Figure 1

Quantitative H3K79 methylation analysis on a series of Dot1 alleles.

A) Schematic overview of yeast Dot1, trypanosome Dot1A and Dot1B and human Dot1L. The enzymes share a conserved catalytic domain (grey box, CD). In addition, yDot1 contains an N-terminal domain with a lysine-rich domain (light grey and white shaded box, respectively). Human Dot1L was expressed with part of its C-terminal domain that has weak similarity with the yDot1 N-terminal domain. B) Western-blot analysis of H3K79 methylation and yDot1 expression using specific antibodies. H3 and Pgk1 were used as loading controls. A wild-type yeast strain (NKI6061; WT) was used as a reference throughout the manuscript; its H3K79 methylation levels were determined by mass spectrometry. A dot1Δ (–) was included to determine antibody specificity. Dot1 enzymes were expressed from the following promoters at the endogenous yeast DOT1 locus: DOT1pr (D), TEFpr + yDOT1 5’UTR (T*), GPDpr + yDOT1 5’UTR (G*), ADHpr (A), TEFpr (T) or GPDpr (G). H3K79 methylation patterns confirmed by mass spectrometry (MS) are indicated with ♦. C) Western-blot analysis of a series of reference yeast strains (Y1-Y7) containing a range of known H3K79 methylation levels (see below) to determine the linearity of the H3K79me1, -me2 and -me3 home-made (hm) antibodies²² and the H3K79me2 antibody from Millipore (mp). Y1-Y7 refers to strains: NKI6081, NKI6077, NKI6084, NKI6099, NKI6100, NKI6085 and NKI6083. D) Samples described in (C) were quantified using an Odyssey scanner and by MS. To determine the linearity of the H3K79 methylation antibodies, MS data were plotted against the quantified western-blot data and a non-linear regression fit was performed (see Supplemental Methods).
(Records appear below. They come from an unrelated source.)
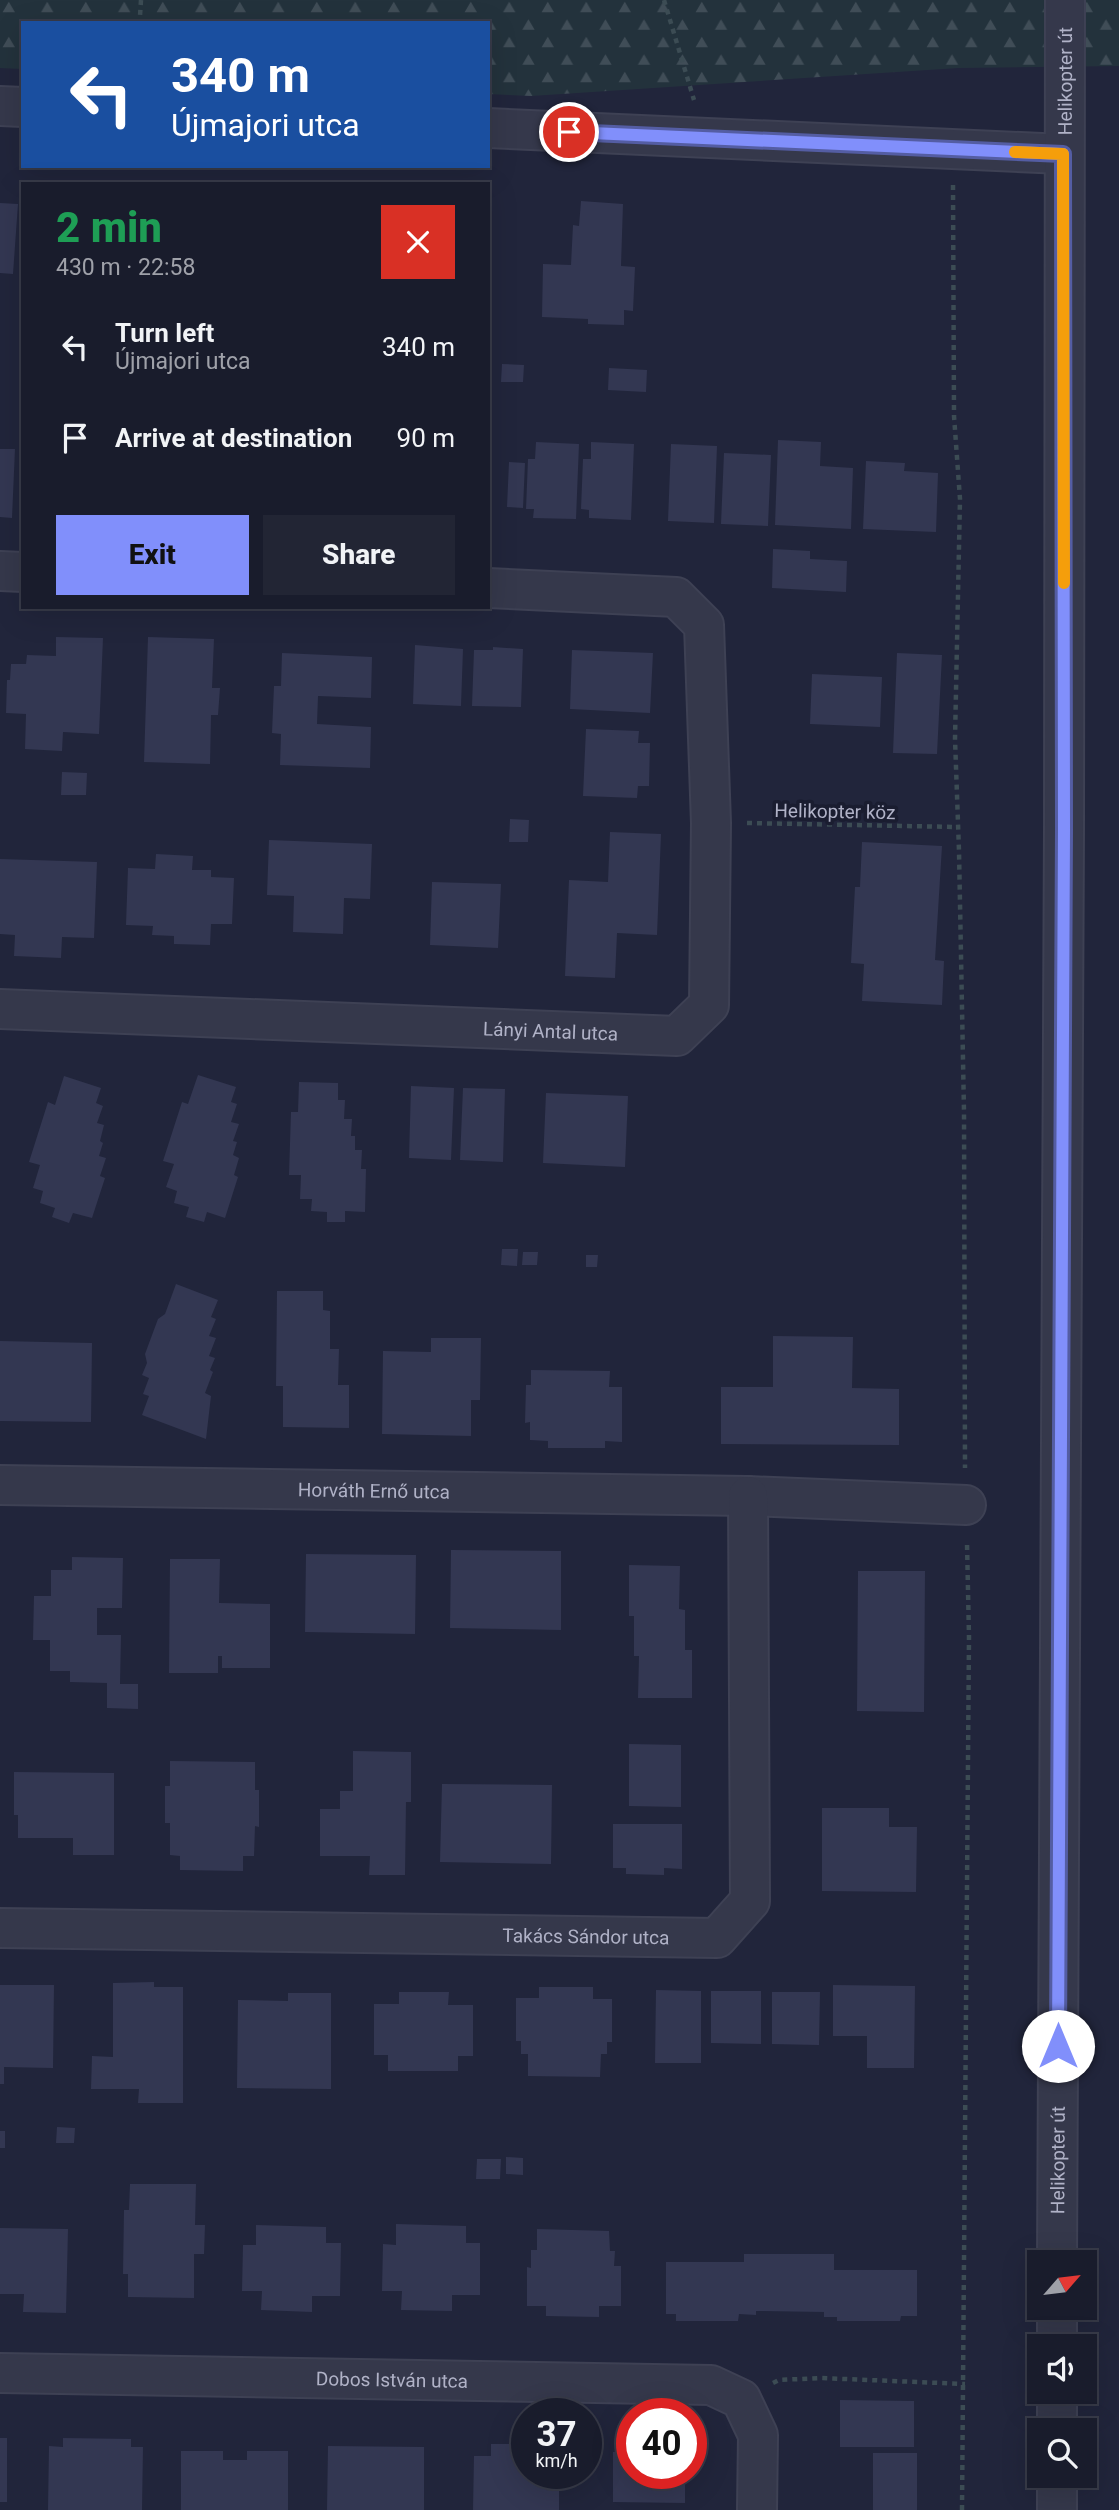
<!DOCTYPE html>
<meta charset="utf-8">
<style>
:root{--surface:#191c2c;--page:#222534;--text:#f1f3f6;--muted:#9fa1a9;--line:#373a48;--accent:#818ffb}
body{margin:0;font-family:Roboto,sans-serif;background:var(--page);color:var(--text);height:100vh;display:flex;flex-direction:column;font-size:26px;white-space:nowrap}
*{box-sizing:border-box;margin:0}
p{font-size:23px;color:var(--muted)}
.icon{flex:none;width:38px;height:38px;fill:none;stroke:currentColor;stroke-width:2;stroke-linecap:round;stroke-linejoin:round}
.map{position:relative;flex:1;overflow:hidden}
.details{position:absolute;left:21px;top:182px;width:469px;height:427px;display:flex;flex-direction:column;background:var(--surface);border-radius:0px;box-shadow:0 7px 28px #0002,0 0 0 2px var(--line)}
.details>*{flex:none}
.guide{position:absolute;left:21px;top:21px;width:469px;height:147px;border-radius:0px;box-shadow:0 7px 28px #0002,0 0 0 2px var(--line);background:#1a4fa0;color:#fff;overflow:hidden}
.needle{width:46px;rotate:62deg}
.tools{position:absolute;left:1027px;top:2250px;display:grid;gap:14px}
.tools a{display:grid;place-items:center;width:70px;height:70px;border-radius:0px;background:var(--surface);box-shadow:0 7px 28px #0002,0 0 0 2px var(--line);font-size:35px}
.speed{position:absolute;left:511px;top:2398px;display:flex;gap:14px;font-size:35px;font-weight:700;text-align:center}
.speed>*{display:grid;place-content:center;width:91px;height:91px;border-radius:50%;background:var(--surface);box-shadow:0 7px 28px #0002,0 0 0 2px var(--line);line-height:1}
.speed small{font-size:18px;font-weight:400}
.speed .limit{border:10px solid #d22;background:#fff;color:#111}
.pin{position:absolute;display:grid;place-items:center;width:60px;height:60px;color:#fff;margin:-30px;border:4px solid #fff;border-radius:50%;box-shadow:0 2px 7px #0007}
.me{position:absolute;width:77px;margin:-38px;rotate:0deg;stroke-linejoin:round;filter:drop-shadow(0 0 5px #0008)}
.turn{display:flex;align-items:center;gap:24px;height:147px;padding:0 35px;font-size:32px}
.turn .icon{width:91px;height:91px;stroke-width:2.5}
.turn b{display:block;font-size:49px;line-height:60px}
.round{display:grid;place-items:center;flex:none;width:74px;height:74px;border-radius:0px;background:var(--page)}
.head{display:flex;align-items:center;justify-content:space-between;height:119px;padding:0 35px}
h1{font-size:42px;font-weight:800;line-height:52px;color:#1e9e55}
.cta{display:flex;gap:14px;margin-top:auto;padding:14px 35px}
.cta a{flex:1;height:80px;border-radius:0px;background:var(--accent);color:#111;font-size:28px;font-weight:800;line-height:80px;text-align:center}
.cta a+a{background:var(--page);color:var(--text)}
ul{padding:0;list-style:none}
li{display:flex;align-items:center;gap:21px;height:91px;padding:0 35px}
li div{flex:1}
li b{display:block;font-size:26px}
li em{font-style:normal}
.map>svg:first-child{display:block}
</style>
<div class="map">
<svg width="1119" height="2510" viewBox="0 0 1119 2510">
<defs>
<pattern id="forest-firs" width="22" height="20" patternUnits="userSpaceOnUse" patternTransform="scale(1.75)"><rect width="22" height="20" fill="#23323c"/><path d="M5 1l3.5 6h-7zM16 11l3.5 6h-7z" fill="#404d57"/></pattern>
</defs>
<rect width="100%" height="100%" fill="#21253b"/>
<!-- forest -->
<path fill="url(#forest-firs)" d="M 0,0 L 1119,0 L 1119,66 L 958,68 L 531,96 L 488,94 L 488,23 L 23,23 L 23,69 L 0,68 Z"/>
<!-- building -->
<path fill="#333752" d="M 581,201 L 623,204 L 621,266 L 635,267 L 633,311 L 624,310 L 624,325 L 588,324 L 588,319 L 542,317 L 543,264 L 571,265 L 573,225 L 579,226 Z
M 0,203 L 18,204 L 13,274 L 0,273 Z
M 502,364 L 524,365 L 523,382 L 501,382 Z
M 609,368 L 647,370 L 646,392 L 608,390 Z
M 778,440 L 821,442 L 820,466 L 853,468 L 851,529 L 775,525 Z
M 536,442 L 579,444 L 576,519 L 533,518 L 534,509 L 526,509 L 528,459 L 535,459 Z
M 591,442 L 634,444 L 631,520 L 589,518 L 589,510 L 581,509 L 583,459 L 591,459 Z
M 671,444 L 717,446 L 714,523 L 668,521 Z
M 0,449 L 15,449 L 12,518 L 0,517 Z
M 724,453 L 771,455 L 768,526 L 721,524 Z
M 866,461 L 905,463 L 904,471 L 938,473 L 936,532 L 863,529 Z
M 509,462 L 525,463 L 523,508 L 507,507 Z
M 773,549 L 810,551 L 810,559 L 847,561 L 846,592 L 772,588 Z
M 56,637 L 103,638 L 99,734 L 63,732 L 62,751 L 25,749 L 26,714 L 6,713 L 7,680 L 10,680 L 11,664 L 26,664 L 27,655 L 56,656 Z
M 148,637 L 214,639 L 212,688 L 220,688 L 218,715 L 211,715 L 210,764 L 144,762 Z
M 415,645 L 463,649 L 461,706 L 413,704 Z
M 493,647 L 523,649 L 521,707 L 472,706 L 474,650 L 493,650 Z
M 572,650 L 653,653 L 650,713 L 570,709 Z
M 282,653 L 372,657 L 371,698 L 318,696 L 317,724 L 371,727 L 370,768 L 280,765 L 281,734 L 272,733 L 274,686 L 281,686 Z
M 897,653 L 942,655 L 937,754 L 893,753 Z
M 812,674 L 882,677 L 880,727 L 810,724 Z
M 586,729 L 639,731 L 638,743 L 650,743 L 649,786 L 638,786 L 637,798 L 583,796 Z
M 62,772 L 87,773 L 86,795 L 61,795 Z
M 510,819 L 529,820 L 528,842 L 509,842 Z
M 610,832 L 661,834 L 657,935 L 617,933 L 615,978 L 565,976 L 569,880 L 608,882 Z
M 269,840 L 372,844 L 370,899 L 344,898 L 343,934 L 293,932 L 294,896 L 267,895 Z
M 862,842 L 942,846 L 935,960 L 944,961 L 942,1005 L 862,1001 L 864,964 L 851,963 L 855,887 L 860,887 Z
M 156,854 L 193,856 L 192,870 L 211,870 L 211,877 L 234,878 L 232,924 L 211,924 L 210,945 L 174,944 L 174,936 L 152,935 L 153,926 L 126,925 L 128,868 L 155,869 Z
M 0,859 L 97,862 L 94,938 L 62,937 L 61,958 L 14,956 L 15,935 L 0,934 Z
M 432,882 L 501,884 L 498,948 L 430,945 Z
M 198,1075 L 236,1087 L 231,1102 L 237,1104 L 231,1122 L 239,1124 L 233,1141 L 237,1142 L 233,1155 L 239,1158 L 234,1175 L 238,1177 L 225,1218 L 207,1212 L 204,1222 L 186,1217 L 189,1207 L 174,1203 L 177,1191 L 166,1187 L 174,1164 L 163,1161 L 182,1102 L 188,1104 Z
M 64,1076 L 101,1088 L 96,1103 L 103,1106 L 97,1123 L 104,1125 L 100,1141 L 103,1143 L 99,1156 L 106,1158 L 100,1176 L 105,1178 L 92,1218 L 73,1213 L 69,1223 L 52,1217 L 55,1208 L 40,1203 L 43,1191 L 33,1188 L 40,1165 L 29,1162 L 48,1102 L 55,1105 Z
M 299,1082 L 338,1083 L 338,1100 L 345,1100 L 344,1119 L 352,1119 L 351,1136 L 355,1136 L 355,1150 L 362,1150 L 361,1169 L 366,1169 L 365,1212 L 345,1211 L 345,1222 L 327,1222 L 327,1212 L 311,1211 L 312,1199 L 300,1199 L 301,1175 L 289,1175 L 291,1112 L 298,1112 Z
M 411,1086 L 454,1088 L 451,1160 L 409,1158 Z
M 463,1088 L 505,1089 L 503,1162 L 460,1160 Z
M 546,1093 L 628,1096 L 625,1167 L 543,1163 Z
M 502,1249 L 518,1249 L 517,1266 L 501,1265 Z
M 523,1252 L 538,1252 L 537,1265 L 522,1265 Z
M 586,1255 L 598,1255 L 597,1267 L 586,1267 Z
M 176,1284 L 218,1300 L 211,1317 L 216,1319 L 209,1336 L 216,1338 L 209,1356 L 215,1358 L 210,1370 L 213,1372 L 205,1393 L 211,1396 L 206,1439 L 142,1415 L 149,1396 L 143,1394 L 149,1378 L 142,1375 L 147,1363 L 145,1354 L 158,1319 L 165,1314 Z
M 277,1291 L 323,1291 L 323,1310 L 330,1311 L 330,1349 L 339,1349 L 338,1385 L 349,1385 L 349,1428 L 283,1427 L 283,1386 L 276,1386 Z
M 773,1336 L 853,1337 L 852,1388 L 899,1389 L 899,1445 L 721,1444 L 721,1387 L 773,1387 Z
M 431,1338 L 481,1338 L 480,1400 L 471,1400 L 471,1436 L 382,1434 L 383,1351 L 431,1352 Z
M 0,1341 L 92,1343 L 91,1422 L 0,1421 Z
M 531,1370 L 610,1371 L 609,1387 L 622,1387 L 622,1442 L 605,1441 L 605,1448 L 548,1448 L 548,1441 L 530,1440 L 530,1422 L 525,1423 L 526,1385 L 531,1385 Z
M 451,1550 L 561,1551 L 561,1630 L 450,1628 Z
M 306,1554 L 416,1555 L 415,1634 L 305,1632 Z
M 72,1557 L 123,1558 L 122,1608 L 97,1608 L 97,1635 L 121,1635 L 120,1684 L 138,1684 L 138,1709 L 107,1708 L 107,1683 L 70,1682 L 70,1671 L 50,1671 L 50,1640 L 33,1640 L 34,1596 L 51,1596 L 51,1570 L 72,1570 Z
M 170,1559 L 220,1559 L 219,1603 L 270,1604 L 270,1668 L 222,1668 L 222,1656 L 218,1656 L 218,1673 L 169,1673 Z
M 629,1565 L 680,1566 L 679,1609 L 685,1610 L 685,1650 L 692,1650 L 692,1698 L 638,1698 L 639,1656 L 634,1656 L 634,1616 L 629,1616 Z
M 858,1571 L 925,1571 L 924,1712 L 857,1711 Z
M 629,1744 L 681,1745 L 681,1807 L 629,1806 Z
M 353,1751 L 411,1752 L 411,1802 L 406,1802 L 405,1875 L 369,1875 L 370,1856 L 320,1856 L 320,1809 L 340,1809 L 340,1791 L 353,1791 Z
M 170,1761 L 255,1762 L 255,1790 L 259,1790 L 259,1827 L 255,1826 L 254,1856 L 243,1856 L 243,1871 L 180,1870 L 180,1856 L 170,1855 L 170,1823 L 165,1823 L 165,1786 L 170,1786 Z
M 14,1772 L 114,1773 L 114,1855 L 73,1855 L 73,1838 L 18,1838 L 18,1815 L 14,1815 Z
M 442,1784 L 552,1785 L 551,1864 L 440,1862 Z
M 822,1808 L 889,1808 L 889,1827 L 917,1827 L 916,1892 L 822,1891 Z
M 613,1824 L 682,1824 L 682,1869 L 664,1868 L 664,1875 L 626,1874 L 626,1868 L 613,1868 Z
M 154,1982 L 154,1987 L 183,1987 L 183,2103 L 138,2103 L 139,2089 L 91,2089 L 92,2056 L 113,2057 L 113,1983 Z
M 0,1985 L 54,1985 L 53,2068 L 4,2067 L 4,2084 L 0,2084 Z
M 833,1985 L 915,1986 L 914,2068 L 867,2068 L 867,2036 L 833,2036 Z
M 539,1987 L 593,1987 L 593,1999 L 612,1999 L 612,2042 L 607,2042 L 607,2054 L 601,2054 L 600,2077 L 528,2076 L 528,2054 L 521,2054 L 521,2041 L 516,2041 L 516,1998 L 539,1998 Z
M 656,1990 L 701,1991 L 701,2063 L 655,2063 Z
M 711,1991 L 761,1991 L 761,2044 L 711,2043 Z
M 399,1992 L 449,1992 L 448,2005 L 473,2005 L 473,2056 L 458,2056 L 458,2071 L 388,2071 L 388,2055 L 374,2055 L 374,2004 L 399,2004 Z
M 772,1992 L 820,1992 L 819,2045 L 772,2044 Z
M 288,1993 L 331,1993 L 331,2089 L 237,2088 L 238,2000 L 288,2001 Z
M 57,2127 L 75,2128 L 74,2143 L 56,2143 Z
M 0,2131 L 5,2131 L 5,2148 L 0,2148 Z
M 506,2157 L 523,2158 L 523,2175 L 506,2174 Z
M 477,2159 L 501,2159 L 500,2179 L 476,2179 Z
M 130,2184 L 196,2184 L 195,2225 L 205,2225 L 204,2254 L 194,2254 L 194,2298 L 128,2297 L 128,2274 L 123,2274 L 124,2210 L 129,2210 Z
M 396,2224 L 466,2226 L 466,2243 L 480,2243 L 480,2295 L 452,2295 L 452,2311 L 401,2310 L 402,2291 L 382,2291 L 383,2244 L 396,2245 Z
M 256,2225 L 326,2227 L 326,2243 L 341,2243 L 340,2296 L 312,2296 L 312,2312 L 261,2310 L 262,2291 L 242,2291 L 243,2245 L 256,2245 Z
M 0,2228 L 68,2229 L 66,2313 L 23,2312 L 24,2294 L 0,2294 Z
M 537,2229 L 609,2231 L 610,2251 L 615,2251 L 614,2266 L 621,2266 L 621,2306 L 599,2306 L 599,2317 L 546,2316 L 546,2306 L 527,2306 L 527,2267 L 531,2268 L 531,2250 L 537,2250 Z
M 744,2254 L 834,2254 L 834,2270 L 917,2270 L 917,2316 L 901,2316 L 900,2321 L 837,2321 L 837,2317 L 824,2317 L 824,2312 L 756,2311 L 756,2315 L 739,2314 L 738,2321 L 676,2321 L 676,2314 L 666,2314 L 666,2262 L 744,2262 Z
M 840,2400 L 914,2401 L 914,2447 L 840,2447 Z
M 0,2438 L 7,2438 L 7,2502 L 0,2502 Z
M 63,2438 L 131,2439 L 131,2447 L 143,2447 L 142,2510 L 48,2510 L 49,2446 L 63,2447 Z
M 628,2442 L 632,2442 L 632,2473 L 685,2473 L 685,2503 L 613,2502 L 613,2452 L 628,2452 Z
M 491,2444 L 527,2444 L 527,2473 L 559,2473 L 559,2510 L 473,2510 L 474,2456 L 491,2456 Z
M 328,2446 L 424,2447 L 424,2510 L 327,2510 Z
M 181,2451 L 223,2451 L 223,2460 L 247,2460 L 247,2451 L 288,2451 L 288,2510 L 181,2510 Z
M 873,2453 L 917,2453 L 917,2510 L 873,2510 Z"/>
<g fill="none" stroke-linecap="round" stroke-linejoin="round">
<!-- minor casing -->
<g stroke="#3e4154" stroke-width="42">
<g id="minor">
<path d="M 0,106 L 23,107"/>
<path d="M 488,128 L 1063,154"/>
<path d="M 0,571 L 23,572"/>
<path id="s1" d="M 0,1009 L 677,1036 L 709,1005 L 711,823 L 704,625 L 676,597 L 488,588"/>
<path id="s2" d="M 0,1485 L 748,1496 L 966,1505"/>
<path id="s3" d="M 0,1928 L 717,1938 L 750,1901 L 748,1496"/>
<path id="s4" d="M 1057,2263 L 1064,829 L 1065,0"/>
<path d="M 1057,2347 L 1057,2308"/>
<path id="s5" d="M 0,2373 L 711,2385 L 741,2399 L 758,2435 L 757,2510"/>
<path d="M 1057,2431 L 1057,2392"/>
<path d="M 1057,2510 L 1057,2476"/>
</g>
</g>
<!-- path -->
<path stroke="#3c4c54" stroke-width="4.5" stroke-dasharray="5 5" stroke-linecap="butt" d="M 141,0 L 140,16 L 142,23
M 664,0 L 694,100
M 953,185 L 954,416 L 960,499 L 955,739 L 959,851 L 964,1112 L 965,1468
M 747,823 L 958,827
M 773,2383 L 779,2380 L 821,2378 L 965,2384
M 962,2510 L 969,1637 L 967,1543"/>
<!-- minor -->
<use href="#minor" stroke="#35384b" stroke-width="38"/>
</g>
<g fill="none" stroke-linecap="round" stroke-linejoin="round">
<!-- route casing -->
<g stroke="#545da3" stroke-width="18">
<path id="route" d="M 569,132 L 1063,154 L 1064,829 L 1058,2046"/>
</g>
<!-- route -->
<use href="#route" stroke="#818ffb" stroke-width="12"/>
<!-- slow -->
<path stroke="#f59e0b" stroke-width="12" d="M 1015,152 L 1063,154 L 1064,583"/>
</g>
<g text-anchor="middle" stroke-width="7" stroke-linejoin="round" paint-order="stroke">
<!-- street labels -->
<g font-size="19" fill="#b0b2c7" stroke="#1a1d30">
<text dy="7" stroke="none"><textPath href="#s4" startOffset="2182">Helikopter út</textPath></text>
<text transform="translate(835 811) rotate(1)" y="7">Helikopter köz</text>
<text dy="7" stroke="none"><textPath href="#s1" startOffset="551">Lányi Antal utca</textPath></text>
<text dy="7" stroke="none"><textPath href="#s2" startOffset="374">Horváth Ernő utca</textPath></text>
<text dy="7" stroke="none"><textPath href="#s3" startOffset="586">Takács Sándor utca</textPath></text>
<text dy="7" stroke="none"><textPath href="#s4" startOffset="103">Helikopter út</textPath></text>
<text dy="7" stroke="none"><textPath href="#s5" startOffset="392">Dobos István utca</textPath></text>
</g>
</g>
</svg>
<div class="tools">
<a><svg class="needle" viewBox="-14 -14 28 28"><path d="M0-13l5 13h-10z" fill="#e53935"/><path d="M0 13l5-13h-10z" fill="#9fa1a9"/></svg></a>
<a><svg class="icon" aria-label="sound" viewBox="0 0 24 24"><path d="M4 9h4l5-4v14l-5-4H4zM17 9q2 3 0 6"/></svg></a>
<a><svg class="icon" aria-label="search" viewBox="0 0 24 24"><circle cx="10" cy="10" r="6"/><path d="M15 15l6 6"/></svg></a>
</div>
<div class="speed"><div>37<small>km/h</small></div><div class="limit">40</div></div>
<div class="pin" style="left:569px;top:132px;background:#d93025"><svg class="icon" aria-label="arrive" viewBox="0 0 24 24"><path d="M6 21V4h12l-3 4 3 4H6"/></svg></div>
<svg class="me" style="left:1058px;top:2046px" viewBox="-20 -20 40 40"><circle r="19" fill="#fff"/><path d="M0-13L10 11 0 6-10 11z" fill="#818ffb"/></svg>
<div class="guide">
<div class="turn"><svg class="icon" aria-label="left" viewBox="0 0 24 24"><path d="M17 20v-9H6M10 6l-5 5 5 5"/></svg><div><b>340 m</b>Újmajori utca</div></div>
</div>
<section class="details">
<div class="head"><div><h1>2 min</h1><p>430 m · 22:58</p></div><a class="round" style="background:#d93025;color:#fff"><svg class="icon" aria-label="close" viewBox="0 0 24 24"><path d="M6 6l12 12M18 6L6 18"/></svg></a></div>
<ul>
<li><svg class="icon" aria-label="left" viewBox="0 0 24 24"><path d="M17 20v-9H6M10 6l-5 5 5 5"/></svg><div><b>Turn left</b><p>Újmajori utca</p></div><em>340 m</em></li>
<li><svg class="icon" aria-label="arrive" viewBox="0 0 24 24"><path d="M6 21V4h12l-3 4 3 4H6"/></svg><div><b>Arrive at destination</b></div><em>90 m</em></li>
</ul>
<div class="cta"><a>Exit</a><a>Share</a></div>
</section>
</div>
The linear function resulting from the fit was used to correct the quantified western-blot data described in this manuscript and to subsequently estimate the unmethylated H3 fraction. No linear fit was obtained for the H3K79me2 home-made antibody; the low correlation between MS and western-blot data of the H3K79me2 home made antibody was caused by cross-reactivity of this antiserum with H3K79me3²². Unless stated otherwise, H3K79me2 was quantified using the Millipore antibody, since this showed very little cross-reactivity to H3K79me3.